Ultimately the Innovation Initiative collected over 3,500 ideas from VA employees over the course of two weeks. Winners were selected and those winners will receive funds to implement their proposed changes. What may be more exciting than the funding is that over half of the winning ideas won't receive money because they don't even need it. They are simple policy changes that will allow the Department to function more efficiently while simultaneously saving tax payer dollars.
In the course of our exchange on the Innovation Initiative, something happened that I think is worth highlighting. At one point, there a was knock on the door of our conference room and a senior Department leader, who shall remain nameless but who's position requires Senate confirmation, entered. The leader was scheduled to use the room at the time and asked if we were about finished. Dr. Levin told him no, we would need some more time. Now, I don't know if I'm reading too much into that, but to me, it speaks volumes about the importance the VA placed on our visit that the CTO told a leader at that level that he'd have to wait his turn.

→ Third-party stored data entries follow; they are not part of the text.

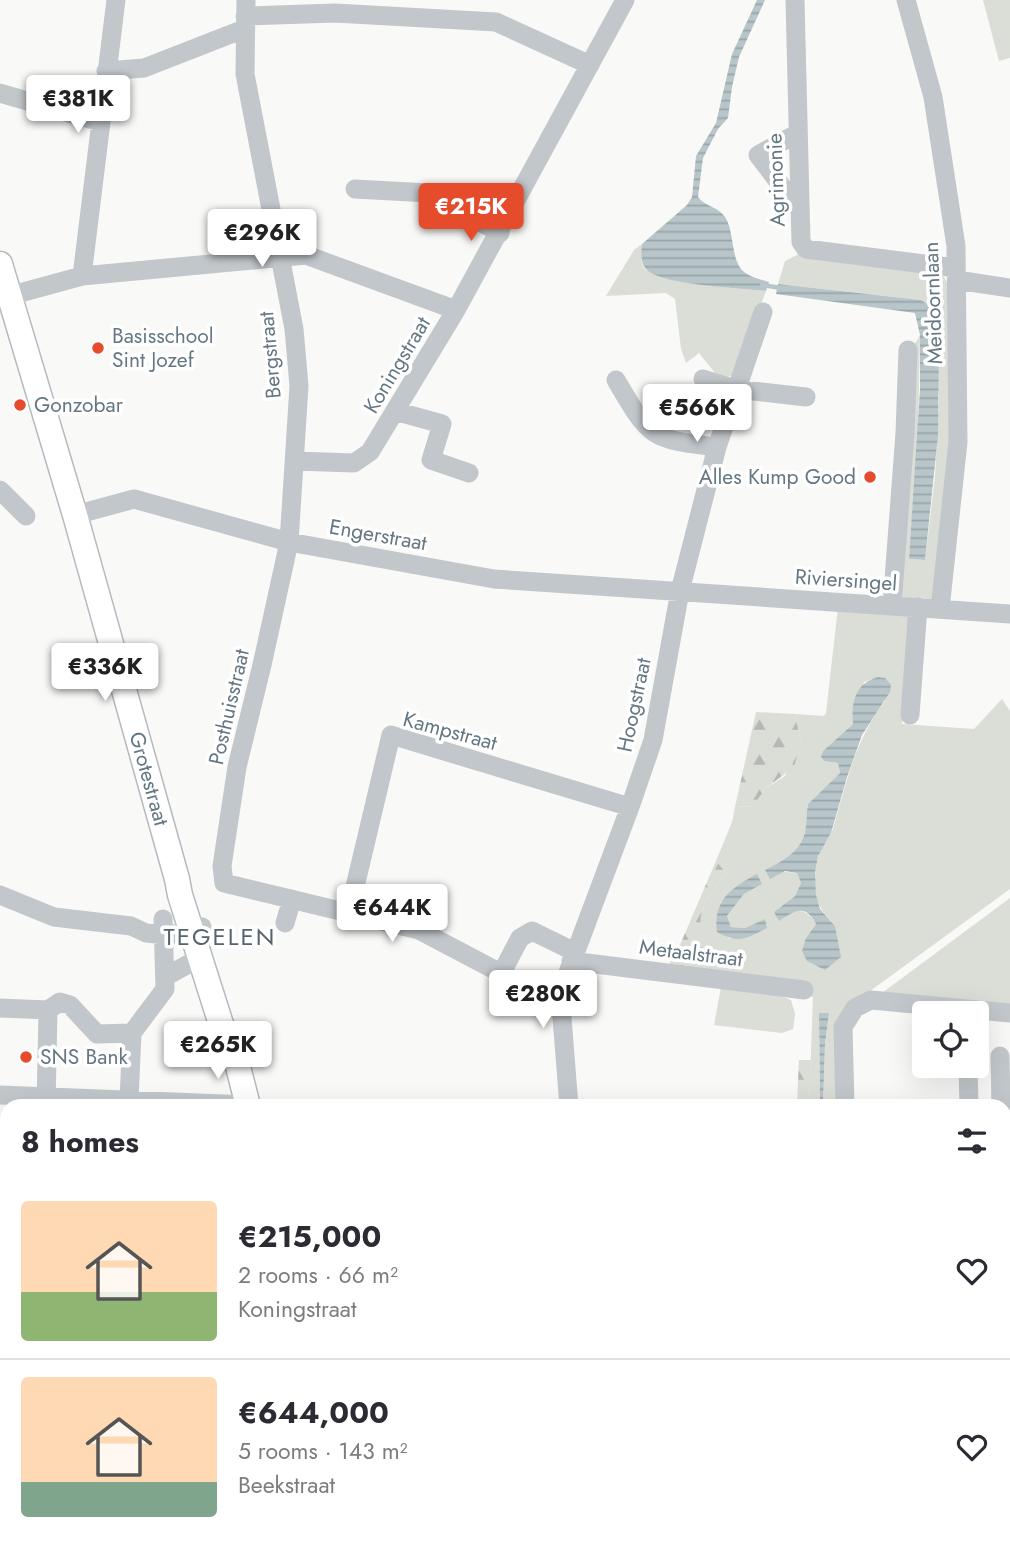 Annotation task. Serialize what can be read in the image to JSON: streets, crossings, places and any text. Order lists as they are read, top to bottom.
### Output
{
  "streets": {
    "main road": ["Grotestraat"],
    "street": [
      "Agrimonie",
      "Meidoornlaan",
      "Bergstraat",
      "Koningstraat",
      "Engerstraat",
      "Riviersingel",
      "Hoogstraat",
      "Posthuisstraat",
      "Kampstraat",
      "Metaalstraat"
    ]
  },
  "crossings": [
    ["Agrimonie", "Meidoornlaan"],
    ["Meidoornlaan", "Riviersingel"],
    ["Bergstraat", "Koningstraat"],
    ["Bergstraat", "Engerstraat"],
    ["Bergstraat", "Posthuisstraat"],
    ["Engerstraat", "Riviersingel"],
    ["Engerstraat", "Hoogstraat"],
    ["Engerstraat", "Posthuisstraat"],
    ["Engerstraat", "Grotestraat"],
    ["Riviersingel", "Hoogstraat"],
    ["Hoogstraat", "Kampstraat"],
    ["Hoogstraat", "Metaalstraat"]
  ],
  "districts": ["TEGELEN"],
  "places": [
    "Basisschool Sint Jozef",
    "Gonzobar",
    "Alles Kump Good",
    "SNS Bank"
  ],
  "page": {
    "price": [
      "€381K",
      "€215K",
      "€296K",
      "€566K",
      "€336K",
      "€644K",
      "€280K",
      "€265K"
    ],
    "heading": "8 homes",
    "list": [
      {
        "name": "€215,000",
        "note": "2 rooms · 66 m² · Koningstraat"
      },
      {
        "name": "€644,000",
        "note": "5 rooms · 143 m² · Beekstraat"
      }
    ]
  }
}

Our final question for Dr. Levin involved the process of records migration from DoD to VA. As I told the CTO, it seems pretty silly to me and a lot of other Vets than one executive agency has all the information about where we served and for how long, yet when we go to another agency to get benefits we are charged with an inordinate amount of red tape to document that service in order to obtain benefits we've earned. Dr. Levin described stream lining that process as "the other 100 percent of [his] job." As he informed us, VA understands the frustration, and is spending millions of dollars to allow Veterans to integrate records between organizations the same way we already do with banking and car insurance. Doing so is a top priority of the Department and they have set a goal for national roll out in 2012.
Needless to say, Kate and I came away with a very different picture of the Department of Veterans' Affairs from the one with which we entered that building. The Department is a valuable institution that is well aware of the problems with its processes and reputation in the past. It is a department that is chocked full of dedicated public servants, many of them Veterans themselves, who work diligently day in and day out with a deep passion for serving Veterans. Moreover, the Department bears a deep concern for not just improving the lives of Vets, but for ensuring that Vets know that communication with VA is not a one way street.

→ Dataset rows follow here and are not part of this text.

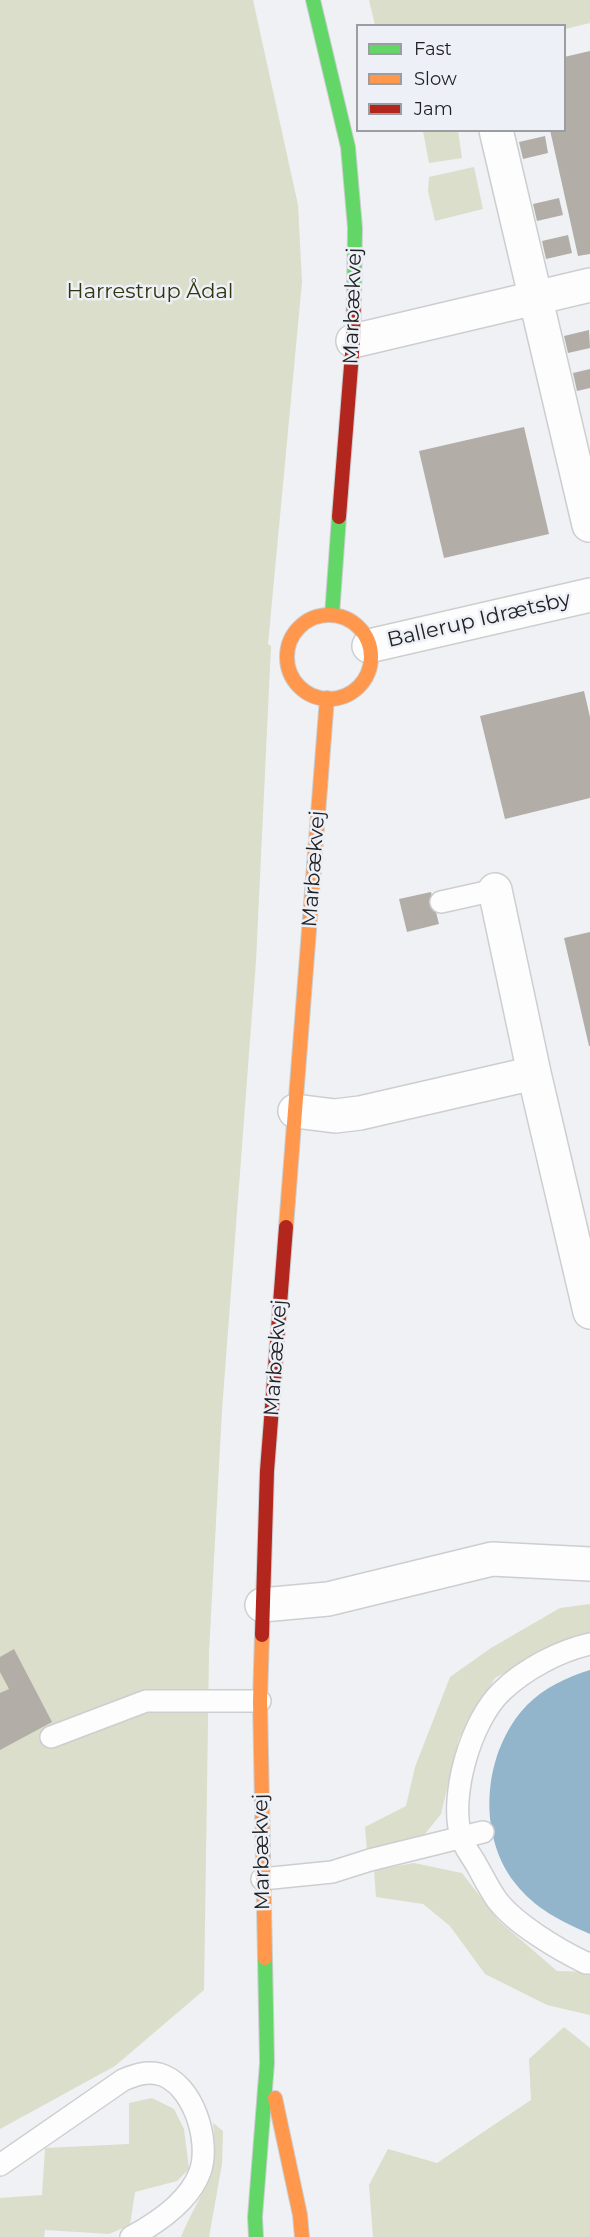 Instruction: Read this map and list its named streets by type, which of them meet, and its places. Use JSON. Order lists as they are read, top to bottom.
{
  "streets": {
    "street": ["Marbækvej", "Ballerup Idrætsby"]
  },
  "crossings": [
    ["Marbækvej", "Ballerup Idrætsby"]
  ],
  "parks": ["Harrestrup Ådal"],
  "legend": ["Fast", "Slow", "Jam"]
}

And that's really the most important facet of this story. All of the institutional improvements only become possible with open lines of two-way communication. The fact that an agency, which was once thought to be a malicious beast in a bureaucratic dungeon, is taking the lead amongst all executive departments by allowing bloggers such unprecedented access speaks volumes to the commitment the VA has to its Veterans. Personally, as a Veteran, I take pride in the fact that the department that serves our community exclusively has become the standard bearer for interaction between citizens and government.